Swift performance - efficient calculation of boolean logical operations

I need to work with large Double and Boolean arrays / vectors and apply simple operations on them. E.g. additions, subtractions, multiplications, smaller, larger etc. on the Doubles and AND, OR, NOT etc. on the Bool ones.

While I have found vDSP from Accelerate quite performant for the simple arithmetic ones, the larger/smaller as well as the logical ones are very slow, which probably has to do with the fact that I use the map function to apply these. Is there any better way to do this more efficient? Based on some things I have been reading pointers might help, but not sure really how I would need to apply it here in the context of zip and map.

See below some code examples:

import Accelerate

let myDoubleArray1: [Double] = Array<Double>(repeating: 1.123, count: 1000000)
let myDoubleArray2: [Double] = Array<Double>(repeating: 2.123, count: 1000000)
let myBoolArray1: [Bool] = Array<Bool>(repeating: false, count: 1000000)
let myBoolArray2: [Bool] = Array<Bool>(repeating: true, count: 1000000)

_ = vDSP.multiply(myDoubleArray1, myDoubleArray2) // Takes about 0.5sec - very good

_ = zip(myDoubleArray1, myDoubleArray2).map {$0 > $1} // Takes about 7sec - too slow

_ = zip(myBoolArray1, myBoolArray2).map {$0 && $1} // Takes about 7sec - too slow

_ = zip(myBoolArray1, myBoolArray2).map {$0 == $1} // Takes about 7sec - too slow

_ = myBoolArray1.map {!$0} // Takes about 7sec - too slow
Answered by Engineer in 734789022

Hi,

Yes, you can use BNNS for this and it's significantly faster than map:

let clock = ContinuousClock()
let n = 1_000_000

let a: [Bool] = (0 ..< n).map { _ in .random() }
let b: [Bool] = (0 ..< n).map { _ in .random() }

let aDescriptor = BNNSNDArrayDescriptor.allocate(initializingFrom: a, shape: .vector(n))
let bDescriptor = BNNSNDArrayDescriptor.allocate(initializingFrom: b, shape: .vector(n))

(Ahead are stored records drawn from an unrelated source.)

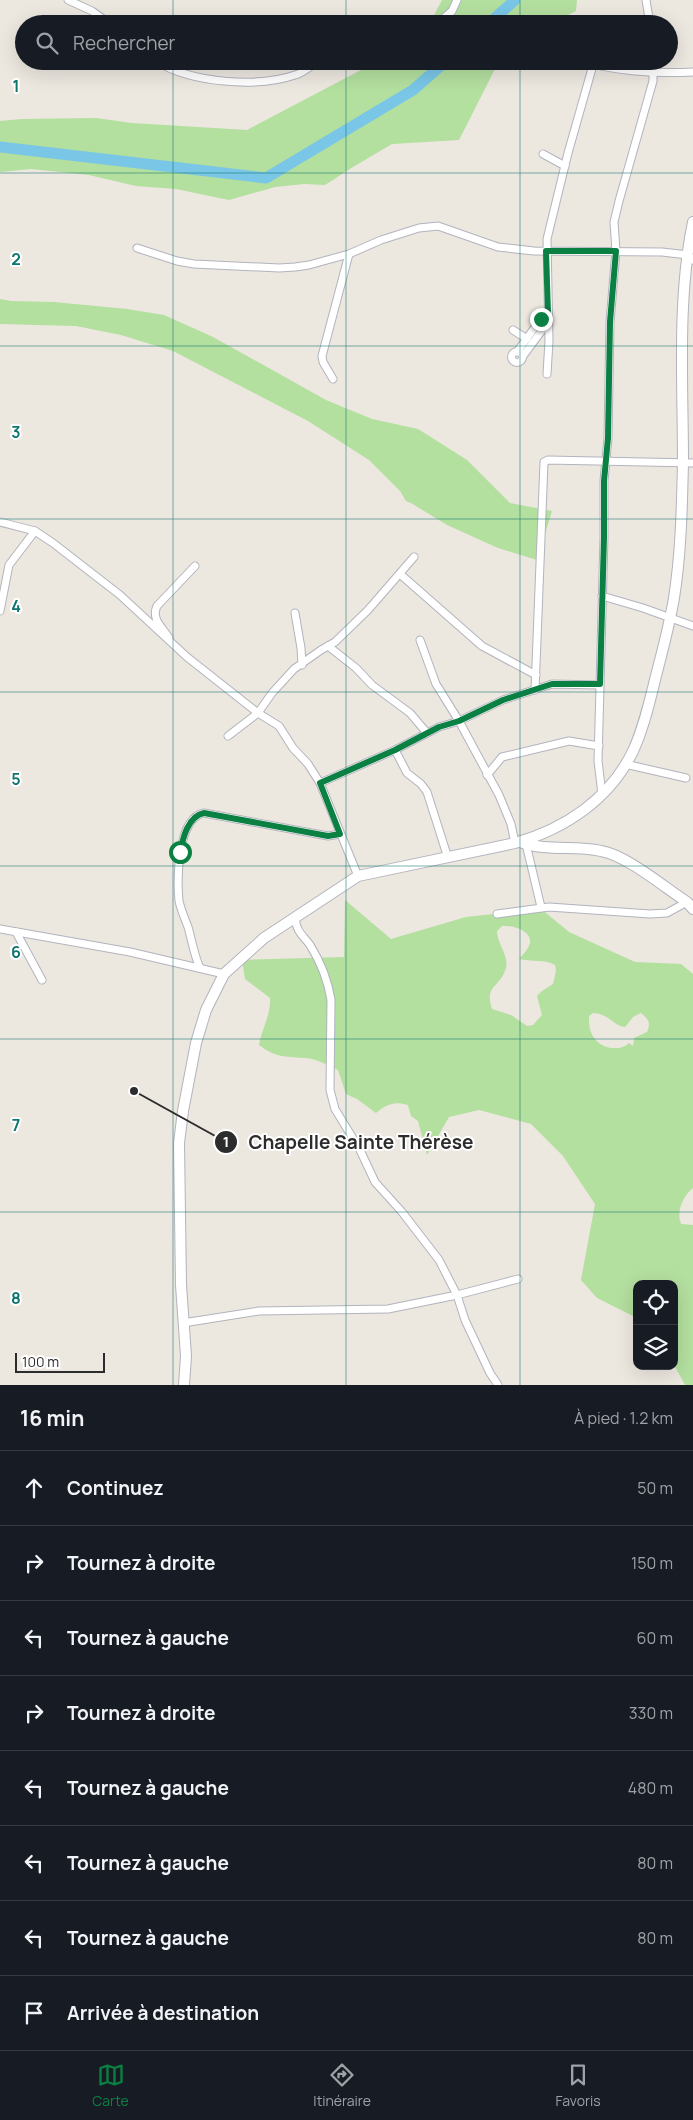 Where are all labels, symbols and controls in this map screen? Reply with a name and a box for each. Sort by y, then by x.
search box [15,15,678,70]
icon: search [33,29,61,57]
text: Rechercher [73,30,175,56]
text: 1 [12,75,20,97]
text: 2 [11,248,21,270]
route end [530,308,553,331]
text: 3 [11,421,21,443]
text: 4 [11,595,21,617]
text: 5 [11,768,21,790]
route start [169,841,192,864]
text: 6 [11,941,21,963]
text: 7 [12,1114,20,1136]
callout: Chapelle Sainte Thérèse [213,1125,483,1159]
text: Chapelle Sainte Thérèse [248,1129,474,1155]
text: 1 [223,1131,229,1152]
map controls [633,1280,678,1370]
button: locate [633,1280,678,1325]
text: 8 [11,1287,21,1309]
button: layers [633,1325,678,1370]
scale bar [15,1350,105,1373]
text: 100 m [22,1352,59,1371]
text: 16 min [20,1404,84,1432]
text: À pied · 1.2 km [574,1407,673,1429]
icon: ahead [20,1474,48,1502]
text: Continuez [67,1475,164,1501]
text: 50 m [637,1477,673,1499]
icon: right [20,1549,48,1577]
text: Tournez à droite [67,1550,215,1576]
text: 150 m [631,1552,673,1574]
icon: left [20,1624,48,1652]
text: Tournez à gauche [67,1625,229,1651]
text: 60 m [637,1627,673,1649]
icon: right [20,1699,48,1727]
text: Tournez à droite [67,1700,215,1726]
text: 330 m [629,1702,673,1724]
icon: left [20,1774,48,1802]
text: Tournez à gauche [67,1775,229,1801]
text: 480 m [628,1777,673,1799]
icon: left [20,1849,48,1877]
text: Tournez à gauche [67,1850,229,1876]
text: 80 m [637,1852,673,1874]
icon: left [20,1924,48,1952]
text: Tournez à gauche [67,1925,229,1951]
text: 80 m [637,1927,673,1949]
icon: arrive [20,1999,48,2027]
text: Arrivée à destination [67,2000,259,2026]
tab: Carte [92,2061,129,2110]
tab: Itinéraire [313,2061,371,2110]
tab: Favoris [556,2061,601,2110]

let bnnsResult = BNNSNDArrayDescriptor.allocateUninitialized(scalarType: Bool.self, shape: .vector(n))

let bnnsTime = clock.measure {
    try! BNNS.compare(aDescriptor, bDescriptor, using: .equal, output: bnnsResult)
}

var mapResult = [Bool]()

let mapTime = clock.measure {
    mapResult = zip(a, b).map {$0 == $1}
}

print("bnns time", bnnsTime)
print(" map time", mapTime)
print(bnnsResult.makeArray(of: Bool.self)!.elementsEqual(mapResult))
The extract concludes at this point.